[WORK TO COMPLETE] What lines of the data hold the string "controls"? Copy them all.

[DATASET EXCERPTS]
**********
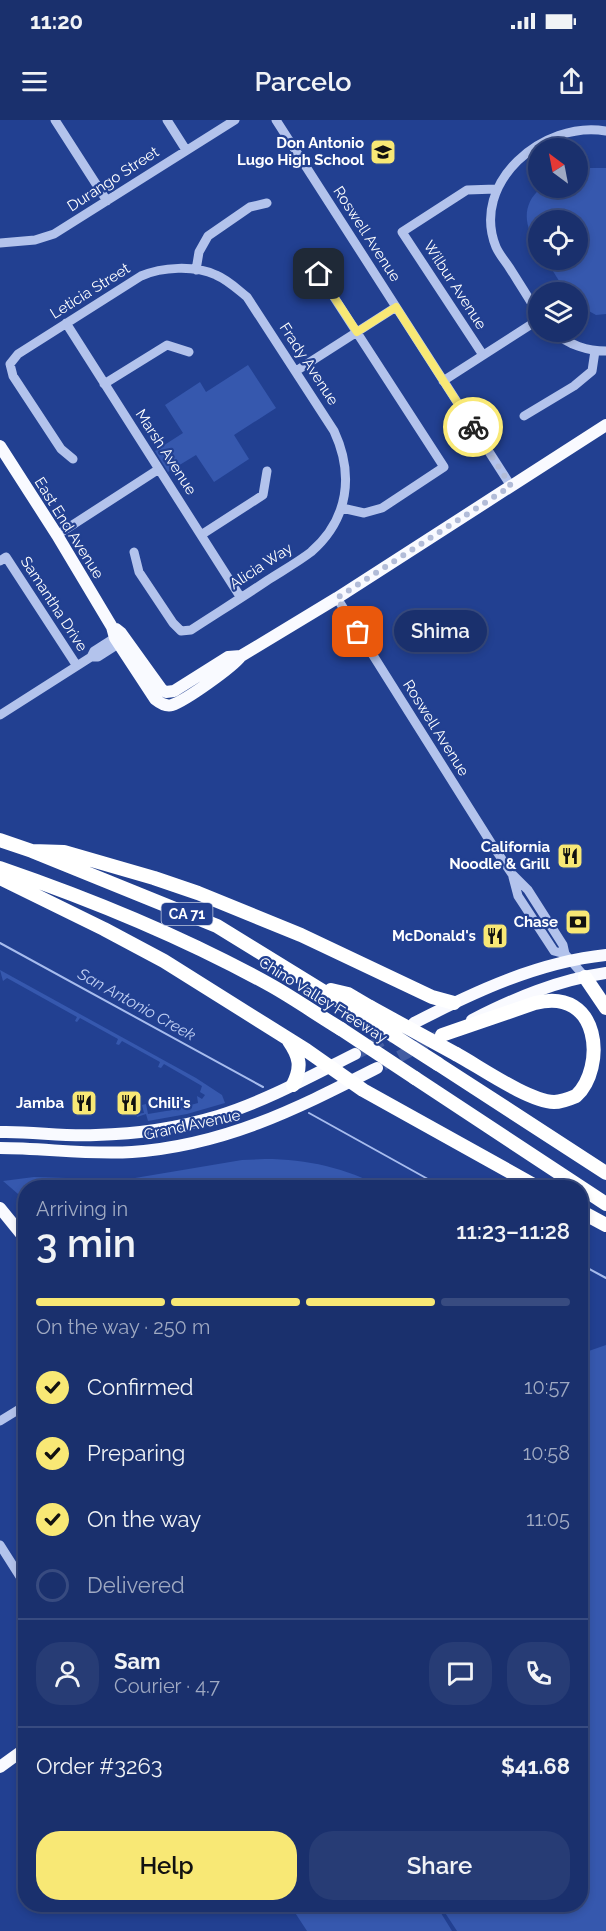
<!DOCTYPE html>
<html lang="en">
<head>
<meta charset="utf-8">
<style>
	body { margin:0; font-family:Raleway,sans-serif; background:#273c75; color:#f1f3f6; height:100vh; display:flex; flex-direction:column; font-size:22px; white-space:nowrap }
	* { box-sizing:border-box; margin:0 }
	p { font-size:20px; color:#9fa9c2 }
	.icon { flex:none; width:33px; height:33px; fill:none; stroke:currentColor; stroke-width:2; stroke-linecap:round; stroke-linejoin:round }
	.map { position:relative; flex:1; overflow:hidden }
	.panel { position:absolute; left:18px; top:1060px; width:570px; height:732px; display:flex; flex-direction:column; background:#1a306d; border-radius:24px; box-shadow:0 3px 9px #0003,0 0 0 2px #384b80 }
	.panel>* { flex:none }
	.needle { width:39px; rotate:328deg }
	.controls { position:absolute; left:528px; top:18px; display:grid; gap:12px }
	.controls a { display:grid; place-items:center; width:60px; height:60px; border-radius:50%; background:#1a306d; box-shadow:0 3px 9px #0003,0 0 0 2px #384b80; font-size:30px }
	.pin { position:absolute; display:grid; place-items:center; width:51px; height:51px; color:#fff; margin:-26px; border-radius:12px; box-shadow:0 3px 9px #0006 }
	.courier { position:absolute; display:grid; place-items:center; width:60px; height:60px; margin:-30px; border:4px solid #f8e875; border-radius:50%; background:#fff; color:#222; box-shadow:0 2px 8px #0007 }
	.bubble { position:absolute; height:42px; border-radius:21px; background:#1a306d; box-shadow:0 3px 9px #0003,0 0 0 2px #384b80; font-size:20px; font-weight:600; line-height:42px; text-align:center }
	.overview em { font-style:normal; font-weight:600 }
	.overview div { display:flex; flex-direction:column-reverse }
	.overview { display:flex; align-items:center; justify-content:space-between; height:102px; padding:0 18px }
	h1 { font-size:39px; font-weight:600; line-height:45px }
	.bar { display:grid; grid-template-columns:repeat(4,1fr); gap:9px 6px; align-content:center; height:72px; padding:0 18px }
	.bar i { height:8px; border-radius:4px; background:#384b80 }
	.bar .current { background:#f8e875 }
	.bar p { grid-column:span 4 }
	.line { display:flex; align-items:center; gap:15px; padding:0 18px; border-top:2px solid #384b80 }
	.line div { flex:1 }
	.round { display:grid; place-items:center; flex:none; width:63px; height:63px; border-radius:24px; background:#273c75 }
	ol { padding:0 18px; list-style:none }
	li { display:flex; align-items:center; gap:18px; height:66px }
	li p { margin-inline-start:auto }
	li .icon { padding:6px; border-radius:50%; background:#f8e875; color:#111; stroke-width:4 }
	li:last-child { color:#9fa9c2 }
	li i { width:33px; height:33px; border:3px solid #384b80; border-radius:50% }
	.action { display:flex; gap:12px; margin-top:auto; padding:12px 18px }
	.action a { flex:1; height:69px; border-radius:24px; background:#f8e875; color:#111; font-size:24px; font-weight:600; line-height:69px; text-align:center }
	.action a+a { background:#273c75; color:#f1f3f6 }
	.status { display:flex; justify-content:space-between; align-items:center; height:42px; padding:0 30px; background:#1a306d; direction:ltr }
	.status svg { height:16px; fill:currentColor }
	header { display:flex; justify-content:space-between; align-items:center; height:78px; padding:0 18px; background:#1a306d; font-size:27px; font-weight:600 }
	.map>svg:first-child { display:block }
</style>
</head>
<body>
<div class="status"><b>11:20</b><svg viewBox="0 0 49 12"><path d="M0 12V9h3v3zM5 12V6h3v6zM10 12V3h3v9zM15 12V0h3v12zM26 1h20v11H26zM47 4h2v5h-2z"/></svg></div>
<header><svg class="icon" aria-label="menu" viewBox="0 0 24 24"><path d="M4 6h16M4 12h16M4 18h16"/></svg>Parcelo<svg class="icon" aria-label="share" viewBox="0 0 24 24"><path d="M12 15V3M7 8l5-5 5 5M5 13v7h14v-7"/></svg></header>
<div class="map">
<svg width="606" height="1811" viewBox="0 0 606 1811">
	<rect width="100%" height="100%" fill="#224091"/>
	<path fill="#3658ae" d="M 585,48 L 606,48 L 606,194 L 596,195 L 578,185 L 578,172 L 566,172 L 546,140 L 578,140 L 578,100 L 538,100 L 538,128 C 525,107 520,86 541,68 L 578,68 L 578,49 Z
		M 248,245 L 276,288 L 234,315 L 249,339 L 214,362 L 196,335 L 168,352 L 155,331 L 183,313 L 165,285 L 200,262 L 206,272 Z
		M 0,850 L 196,958 L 222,975 L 225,983 L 187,994 L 148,1001 L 146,994 L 137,997 L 136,994 L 144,993 L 142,985 L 146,984 L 148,994 L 172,990 L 174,984 L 176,989 L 198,983 L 197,976 L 202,979 L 205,975 L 200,972 L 202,966 L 164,944 L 161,948 L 158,947 L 160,942 L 122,921 L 119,925 L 116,924 L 118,919 L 80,898 L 77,902 L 75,901 L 77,897 L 7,858 L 3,861 Z
		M 265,1039 C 307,1039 346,1048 384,1068 L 26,1068 L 25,1080 L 3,1061 L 34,1057 L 99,1059 L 135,1058 L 242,1040 Z
		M 606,1225 L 606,1811 L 457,1811 L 440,1785 L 580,1785 L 580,1234 Z
		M 290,1785 L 436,1785 L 452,1811 L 307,1811 Z"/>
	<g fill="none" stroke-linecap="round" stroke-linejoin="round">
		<path stroke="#a7bcee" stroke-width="2" d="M 0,823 L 263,967
			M 309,993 L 444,1068
			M 580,1144 L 606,1158"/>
		<path stroke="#435da2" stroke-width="12" stroke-dasharray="12 6" stroke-linecap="butt" d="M 355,934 L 400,911
			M 383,945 L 437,917"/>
		<path stroke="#b3c3ec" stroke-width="9" d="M 55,0 L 107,81
			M 167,0 L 186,30
			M 276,0 L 511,366
			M 0,123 L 35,120 L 54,114 L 235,0
			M 309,142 L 319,154 L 444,347 L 382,388 L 364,393 L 342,388
			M 196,150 L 199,132 L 208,116 L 250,87 L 267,83
			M 538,194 C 529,178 519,163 509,147 C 505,141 499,134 496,127 C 470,63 543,0 606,11
			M 66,203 L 241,478
			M 555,212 C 568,225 588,231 606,231
			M 483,235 L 402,112 L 467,70 L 496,69
			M 296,251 L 396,187
			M 443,261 L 538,200
			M 104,264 L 167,225 L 189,232
			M 524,296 L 574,266 L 592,251 L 595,231
			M 73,339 L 61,329 L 13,256 L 10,244 L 18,234 L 141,156 C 162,147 194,145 216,155 C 228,160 237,169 247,177 L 334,311 C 354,354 349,399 311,432 C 298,442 282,451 268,460 C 243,477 217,493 191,510 L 181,511 L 173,503 L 139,452 L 134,432
			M 57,415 L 159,349
			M 201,415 L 263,375 L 267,351
			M 0,441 L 6,437 L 77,546
			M 337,478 L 493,726 L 512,754 L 528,770 L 563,825 L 565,834 L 585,857
			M 91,537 L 94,531 L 119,515
			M 0,595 L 91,537 L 98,537 L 123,521
			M 513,757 L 518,776 L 554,831 L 565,834
			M 0,1301 L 26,1285
			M 0,1425 L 26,1466"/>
		<path stroke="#f9faff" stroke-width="12" d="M 0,326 L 57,415 L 112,507 L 115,518 L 155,579 C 160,583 166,587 172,585 C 185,581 233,547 241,536 L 337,478 L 606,305
			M 116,509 L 121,513 L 162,570 L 166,572 L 174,571 L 228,537 L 241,536
			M 472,900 C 515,878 558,860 606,853
			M 414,903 C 474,872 538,842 606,835
			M 0,1012 C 32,1011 64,1017 96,1015 C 137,1014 178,1008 218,996 C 266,981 311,956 355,934
			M 0,1028 C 44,1028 88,1035 132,1032 C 226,1025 296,989 377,948
			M 0,1088 L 26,1120
			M 0,1647 L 26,1628"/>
		<path stroke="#fff" stroke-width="14" d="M 0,720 L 32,731 L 217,806 L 360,894
			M 32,731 L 64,732 L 154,758 L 198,773 L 301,815 L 432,877 L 454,883
			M 0,748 C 93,780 186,818 272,866 C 295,879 318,895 341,909
			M 0,758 L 104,809 L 164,841 L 306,930 L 363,970 L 539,1068
			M 585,857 L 606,888
			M 331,870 L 348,874 L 370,887
			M 442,915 L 535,883 C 601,866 606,948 576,976 C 569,979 561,982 554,982 C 528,981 480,947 456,934
			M 289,921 C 300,937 302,947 293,965
			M 438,944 L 606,1053
			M 415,958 L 606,1084
			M 580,1091 L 606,1105"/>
		<path stroke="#fff" stroke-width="14" d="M 370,887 L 456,934
			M 360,894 L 438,944
			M 341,909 L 415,958"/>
	</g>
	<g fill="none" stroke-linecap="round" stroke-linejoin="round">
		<path stroke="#b2bcd8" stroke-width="6" stroke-dasharray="0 10.8" d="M 358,512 L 337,478 L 511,366 L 473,307"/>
		<path stroke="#f8e875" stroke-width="8" d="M 319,154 L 357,212 L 396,187 L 473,307"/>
	</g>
	<defs>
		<g id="school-square" transform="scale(1.35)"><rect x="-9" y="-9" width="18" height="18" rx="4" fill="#f8e875" stroke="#224091"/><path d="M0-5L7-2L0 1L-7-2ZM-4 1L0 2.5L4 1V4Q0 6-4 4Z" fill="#111"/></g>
		<g id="restaurant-square" transform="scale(1.35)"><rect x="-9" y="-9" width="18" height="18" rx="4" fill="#f8e875" stroke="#224091"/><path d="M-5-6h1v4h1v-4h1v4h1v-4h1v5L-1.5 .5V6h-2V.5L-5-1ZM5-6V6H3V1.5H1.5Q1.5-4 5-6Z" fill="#111"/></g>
		<g id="bank-square" transform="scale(1.35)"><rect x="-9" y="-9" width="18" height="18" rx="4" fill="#f8e875" stroke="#224091"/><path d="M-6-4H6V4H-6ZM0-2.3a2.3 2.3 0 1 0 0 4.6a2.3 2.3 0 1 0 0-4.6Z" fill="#111"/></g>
	</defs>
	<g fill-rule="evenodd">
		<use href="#school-square" x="383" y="32"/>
		<use href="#restaurant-square" x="570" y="736"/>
		<use href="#bank-square" x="578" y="802"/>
		<use href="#restaurant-square" x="495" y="816"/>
		<use href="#restaurant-square" x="84" y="983"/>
		<use href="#restaurant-square" x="129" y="983"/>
	</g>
	<g text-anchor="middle" stroke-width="4.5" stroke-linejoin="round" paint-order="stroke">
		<rect fill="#224091" stroke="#bdc6de" stroke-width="1.5" x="161.5" y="783" width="51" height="22" rx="4.5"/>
		<g font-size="14" font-weight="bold" fill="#fff">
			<text x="187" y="799">CA 71</text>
		</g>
		<g font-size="15" font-weight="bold" fill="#fff" stroke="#224091" text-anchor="end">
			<text x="364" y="28">Don Antonio<tspan x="364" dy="17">Lugo High School</tspan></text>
			<text x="550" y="732">California<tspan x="550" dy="17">Noodle &amp; Grill</tspan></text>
			<text x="558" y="807">Chase</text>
			<text x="476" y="821">McDonald's</text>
			<text x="64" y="988">Jamba</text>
			<text x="148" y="988" text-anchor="start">Chili's</text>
		</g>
		<g font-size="15" fill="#fff" stroke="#224091">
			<text transform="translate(113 59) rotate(-33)" y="5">Durango Street</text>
			<text transform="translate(367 114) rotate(57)" y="5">Roswell Avenue</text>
			<text transform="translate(455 165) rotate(57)" y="5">Wilbur Avenue</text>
			<text transform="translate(90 171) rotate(-32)" y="5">Leticia Street</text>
			<text transform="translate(309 244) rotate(57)" y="5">Frady Avenue</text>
			<text transform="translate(166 332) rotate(57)" y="5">Marsh Avenue</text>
			<text transform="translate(69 408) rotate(58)" y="5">East End Avenue</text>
			<text transform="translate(261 446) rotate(-33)" y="5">Alicia Way</text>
			<text transform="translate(54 484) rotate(57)" y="5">Samantha Drive</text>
			<text transform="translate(436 608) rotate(58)" y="5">Roswell Avenue</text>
			<text transform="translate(323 880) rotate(32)" y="5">Chino Valley Freeway</text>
			<text transform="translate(192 1005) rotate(-12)" y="5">Grand Avenue</text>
		</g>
		<g font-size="16" font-style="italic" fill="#bfcef3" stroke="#224091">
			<text transform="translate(137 884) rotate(29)" y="6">San Antonio Creek</text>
		</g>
	</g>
</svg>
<div class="controls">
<a><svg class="needle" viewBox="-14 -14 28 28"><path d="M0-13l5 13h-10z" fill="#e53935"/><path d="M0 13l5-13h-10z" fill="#9fa9c2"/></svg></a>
<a><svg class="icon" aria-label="locate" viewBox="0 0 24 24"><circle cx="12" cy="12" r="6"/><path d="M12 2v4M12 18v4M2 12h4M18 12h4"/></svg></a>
<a><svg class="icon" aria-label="layers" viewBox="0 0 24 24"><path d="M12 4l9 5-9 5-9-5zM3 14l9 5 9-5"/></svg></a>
</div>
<div class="pin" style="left:358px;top:512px;background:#ea580c"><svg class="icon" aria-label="bag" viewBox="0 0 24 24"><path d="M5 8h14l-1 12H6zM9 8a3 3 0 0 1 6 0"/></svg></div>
<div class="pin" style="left:319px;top:154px;background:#1f2937"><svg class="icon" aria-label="home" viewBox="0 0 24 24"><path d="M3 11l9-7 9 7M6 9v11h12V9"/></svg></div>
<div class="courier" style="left:473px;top:307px"><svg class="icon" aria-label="bike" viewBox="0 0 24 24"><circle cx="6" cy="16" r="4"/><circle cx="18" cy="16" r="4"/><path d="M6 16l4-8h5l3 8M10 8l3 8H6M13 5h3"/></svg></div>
<div class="bubble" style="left:394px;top:490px;width:93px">Shima</div>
<section class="panel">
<div class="overview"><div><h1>3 min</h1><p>Arriving in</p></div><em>11:23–11:28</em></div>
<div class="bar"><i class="current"></i><i class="current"></i><i class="current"></i><i></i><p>On the way · 250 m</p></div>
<ol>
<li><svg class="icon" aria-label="check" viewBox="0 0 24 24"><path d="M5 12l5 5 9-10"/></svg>Confirmed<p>10:57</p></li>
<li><svg class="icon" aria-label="check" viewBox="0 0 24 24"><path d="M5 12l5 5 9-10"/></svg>Preparing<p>10:58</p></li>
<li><svg class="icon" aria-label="check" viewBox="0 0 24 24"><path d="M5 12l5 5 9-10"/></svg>On the way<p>11:05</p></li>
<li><i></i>Delivered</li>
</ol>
<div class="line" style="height:108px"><a class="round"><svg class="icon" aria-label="person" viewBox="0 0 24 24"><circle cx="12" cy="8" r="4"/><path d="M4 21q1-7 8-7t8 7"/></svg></a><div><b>Sam</b><p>Courier · 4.7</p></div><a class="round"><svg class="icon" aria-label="chat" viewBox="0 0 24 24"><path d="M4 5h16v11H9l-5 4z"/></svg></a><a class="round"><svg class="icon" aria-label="phone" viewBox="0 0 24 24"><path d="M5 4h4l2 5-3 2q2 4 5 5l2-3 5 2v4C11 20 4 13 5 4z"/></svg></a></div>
<div class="line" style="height:78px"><div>Order #3263</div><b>$41.68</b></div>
<div class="action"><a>Help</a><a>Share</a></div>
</section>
</div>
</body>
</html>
**********
[ANSWER SECTION]
	.controls { position:absolute; left:528px; top:18px; display:grid; gap:12px }
	.controls a { display:grid; place-items:center; width:60px; height:60px; border-radius:50%; background:#1a306d; box-shadow:0 3px 9px #0003,0 0 0 2px #384b80; font-size:30px }
<div class="controls">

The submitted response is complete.